April 4, 2024   ·   0 Comments

Aurora’s upcoming Active Transportation Master Plan will be subject to a further staff report before final approval.

Council last week formally received a presentation and report made by consultants from WSP Canada in early March outlining the development of the Plan and recommendations contained therein.

The Plan (ATMP) will help guide the development of active transportation – including trails and bike routes – within Aurora over the next 20 years, keeping in mind future growth projections and ensuring that active transportation is sustainable and safe in the long-run.

The Master Plan has been in the works since 2021 with consultants WSP Canada and has been guided by six key pillars: Provide and Support a Variety of Transportation Options; Support Community Health; Improve Connectivity; Increase Sustainability; Prioritize Safety and Accessibility; and Coordinate with Existing and Future Infrastructure Projects.
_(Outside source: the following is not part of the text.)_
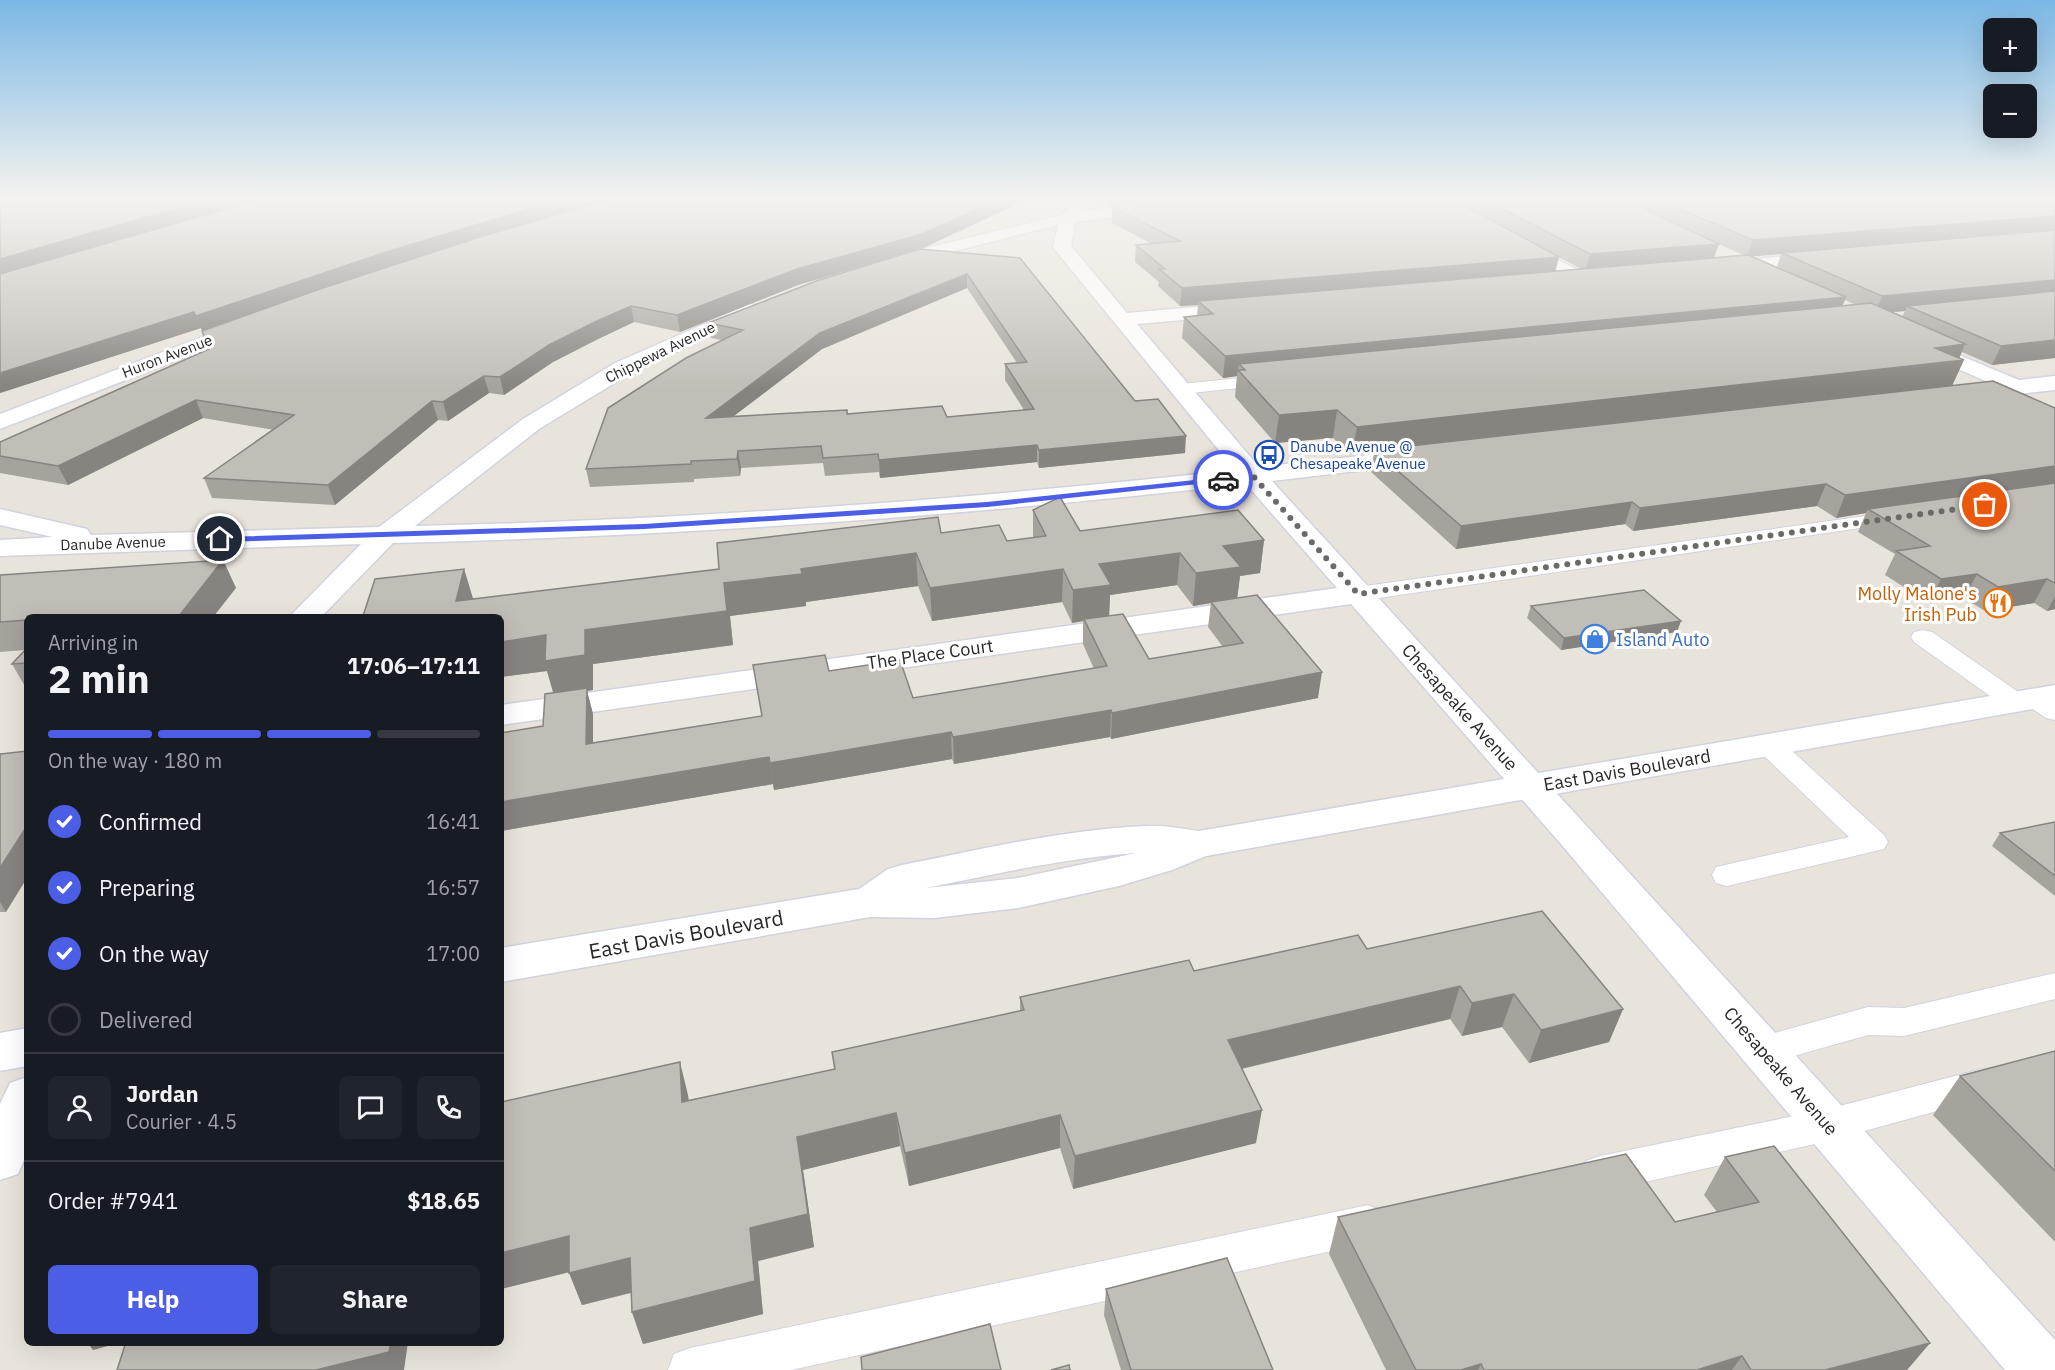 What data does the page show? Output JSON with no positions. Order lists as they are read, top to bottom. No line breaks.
{"streets":{"street":["Chippewa Avenue","Huron Avenue","Danube Avenue","The Place Court","Chesapeake Avenue","East Davis Boulevard"]},"crossings":[["Chippewa Avenue","Danube Avenue"],["Danube Avenue","Chesapeake Avenue"],["The Place Court","Chesapeake Avenue"],["Chesapeake Avenue","East Davis Boulevard"]],"places":{"bus stop":["Danube Avenue @ Chesapeake Avenue"],"restaurant":["Molly Malone's Irish Pub"],"shop":["Island Auto"]},"page":{"map_buttons":["+","−"],"heading":["2 min","Arriving in","17:06–17:11"],"panel":["Jordan","Courier · 4.5","Order #7941","$18.65"],"bar":"On the way · 180 m","list":[["Confirmed","16:41"],["Preparing","16:57"],["On the way","17:00"],"Delivered"],"buttons":["Help","Share"]}} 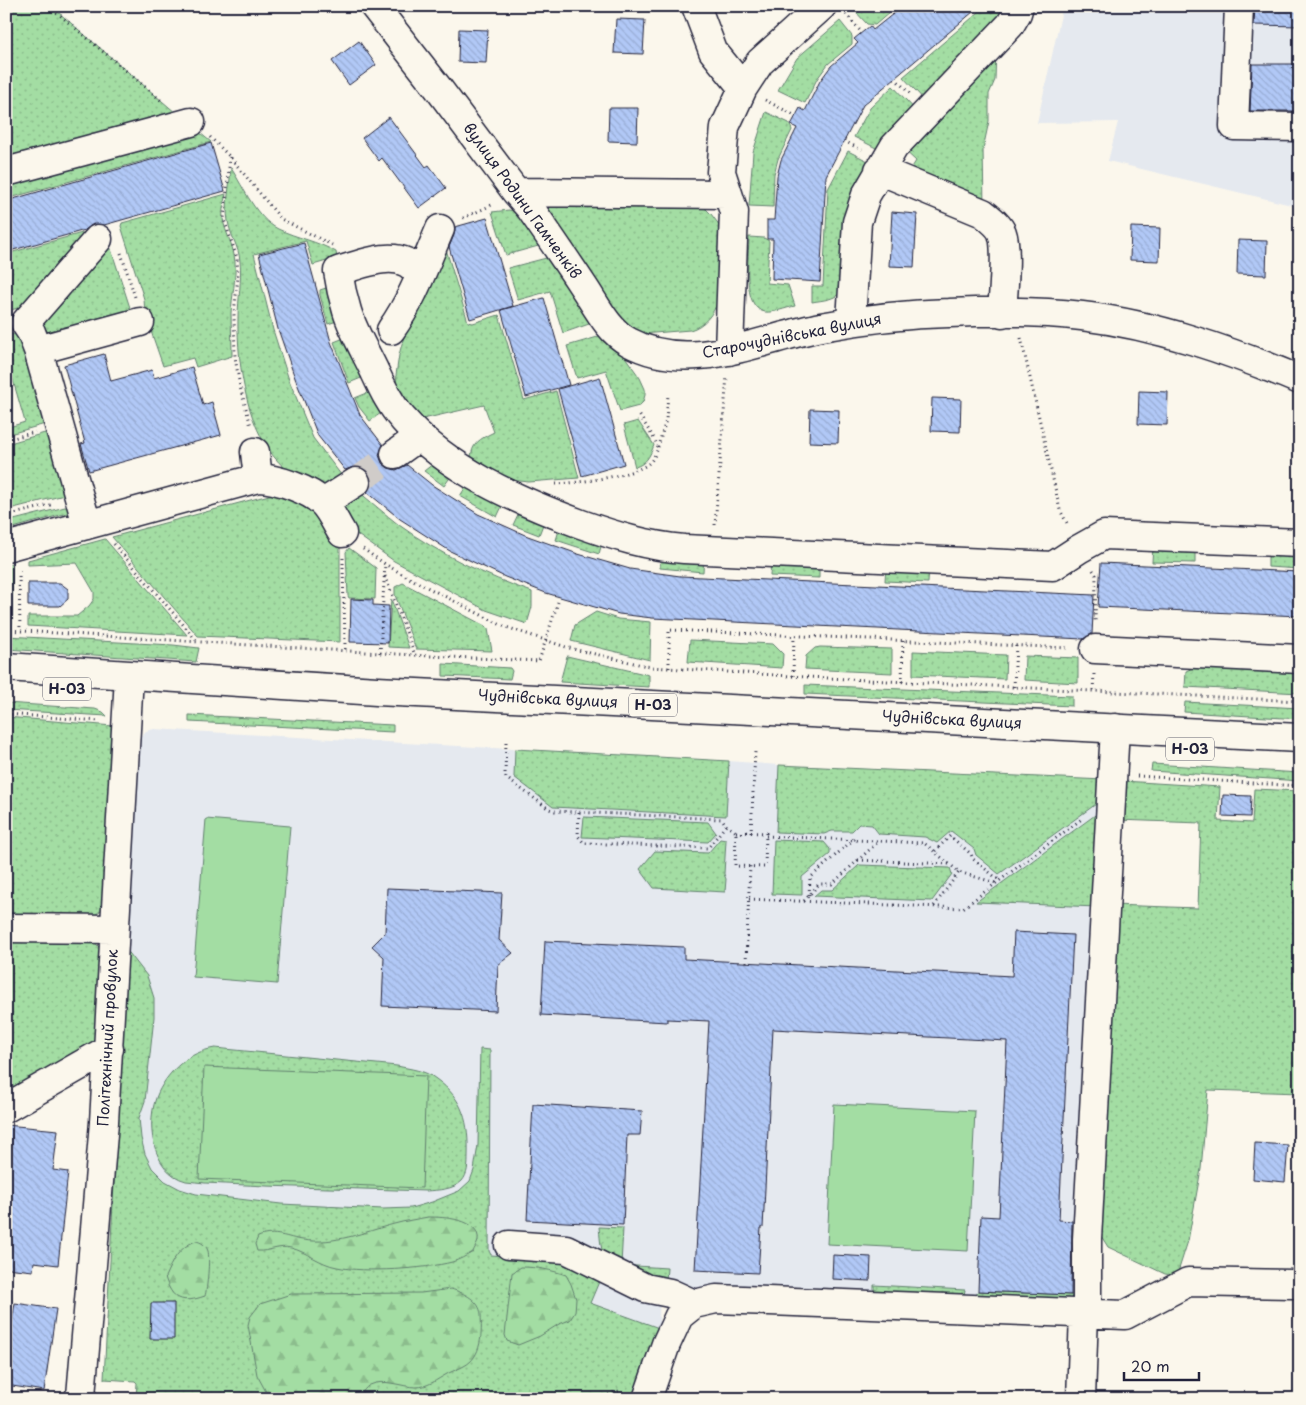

Surveying Aurora residents, consultants say community members identified “challenges” within the existing active transportation network which affect how often residents use them, including “lack of a connected cycling and trail network, concerns about high speed and noise from vehicle traffic, poor conditions of some existing sidewalks and trails, [and] connections to key Town destinations” such as the GO Station.

“A key task of the Active Transportation Master Plan (ATMP) was to develop a proposed active transportation network for Aurora that was…designed with an equitable lens to ensure that underserved communities will have optimal access to the network. Along with equity and connectivity considerations, the proposed network is intended to be universally accessible to people of all ages and abilities,” they said. “In total, the Town of Aurora’s recommended active transportation and trails network is made up of almost 490 km or routes. Approximately 300 km is existing and this ATMP proposes about 190 km of new routes.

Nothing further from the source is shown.